Rationale Menschen stoppen einfach den Verrueckten.

„Trotz Ihrer Abneigung gegen die Ökonomie als Wissenschaft, scheint es also als würden Sie ökonomisch denken.“

Aber klar, es gibt sogar eine Minderheit von Oekonomen die das Problem der Grenzen des Wachstums erkannt haben.
Gehoeren Sie dazu?

Lieber Herr Müller

Vielen Dank für Ihr grosses Interesse an meiner Argumentation.
Da Blogbeiträge auf 3000 Zeichen begrenzt sind, ist man oft zu logischen Sprüngen gezwungen. Allerdings hoffe ich nicht so inkohärent gewesen zu sein, wie Sie es vermuten.

Der Sinn des letzten Abschnitts war nämlich ein Beispiel dafür zu geben, dass das first-best optimale Instrument in der Realität aufgrund politischer Restriktionen (z.B. aufgrund tatsächlicher oder vermuteter Wähler-Präferenzen) oft nicht durchsetzbar wäre. Eine Wissenschaft, die Politik-beratend wirken will, sollte dies in ihrer Forschung berücksichtigen.

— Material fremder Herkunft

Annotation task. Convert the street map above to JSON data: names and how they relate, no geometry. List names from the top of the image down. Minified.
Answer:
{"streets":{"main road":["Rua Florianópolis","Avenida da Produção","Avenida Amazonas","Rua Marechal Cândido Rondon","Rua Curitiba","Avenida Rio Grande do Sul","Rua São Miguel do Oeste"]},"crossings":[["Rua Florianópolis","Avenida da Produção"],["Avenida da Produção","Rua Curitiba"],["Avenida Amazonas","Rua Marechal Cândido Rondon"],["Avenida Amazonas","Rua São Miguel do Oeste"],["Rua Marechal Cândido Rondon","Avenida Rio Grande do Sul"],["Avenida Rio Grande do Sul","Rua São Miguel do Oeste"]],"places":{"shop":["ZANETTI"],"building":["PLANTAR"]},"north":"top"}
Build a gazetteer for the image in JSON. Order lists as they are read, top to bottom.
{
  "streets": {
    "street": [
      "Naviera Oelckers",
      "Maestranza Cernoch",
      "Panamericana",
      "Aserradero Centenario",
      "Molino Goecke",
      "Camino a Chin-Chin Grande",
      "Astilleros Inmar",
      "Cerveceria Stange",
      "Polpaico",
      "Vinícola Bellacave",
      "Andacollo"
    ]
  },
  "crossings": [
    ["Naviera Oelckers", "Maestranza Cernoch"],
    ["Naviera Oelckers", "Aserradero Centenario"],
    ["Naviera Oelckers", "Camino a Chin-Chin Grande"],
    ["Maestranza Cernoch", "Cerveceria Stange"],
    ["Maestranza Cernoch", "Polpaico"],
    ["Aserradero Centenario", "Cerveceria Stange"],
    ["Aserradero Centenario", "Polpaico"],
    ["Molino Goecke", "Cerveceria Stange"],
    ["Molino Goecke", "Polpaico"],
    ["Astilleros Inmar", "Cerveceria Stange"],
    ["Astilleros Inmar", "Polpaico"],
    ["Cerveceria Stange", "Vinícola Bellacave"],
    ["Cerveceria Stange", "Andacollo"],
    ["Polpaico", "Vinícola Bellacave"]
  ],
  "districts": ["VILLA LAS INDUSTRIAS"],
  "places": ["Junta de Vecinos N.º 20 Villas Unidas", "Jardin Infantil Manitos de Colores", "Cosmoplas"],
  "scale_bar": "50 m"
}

Aber Ihre Fragen gehen ja noch weiter. Im Prinzip ist Ihre Frage nach Lenkungsabgabe vs. Klimarappen die gleiche wie bei der Diskussion zu Reduktionen im Inland vs. Ausland. In beiden Fällen ist letzteres nach einem statischen Effizienzkriterium zu bevorzugen. Emissionsreduktionen im Ausland sind heute sicher günstiger. Wie aber die Verfechter der Inlandsreduktion richtigerweise argumentieren, wäre der Anreiz für das Entwickeln und Einsetzen neuer Technologien bei voller Kompensation im Ausland eher gering. Offensichtlich soll also mit der Forderung nach Lenkungsabgabe/Inlandreduktionen auch die dynamische Effizienz gesteigert werden. Genau diese ist auch wichtig, wenn Sie optimale Emissions-“Pfade“ berechnen. Dabei geht es also nicht nur um die Minimierung der Vermeidungskosten heute, sondern auch in zukünftigen Perioden. (Andere Argumente, die in dieser Diskussion oft vorgebracht werden, wie „Ablasshandel“, halte ich nicht nur für unökonomisch sondern auch für ethisch fragwürdig.)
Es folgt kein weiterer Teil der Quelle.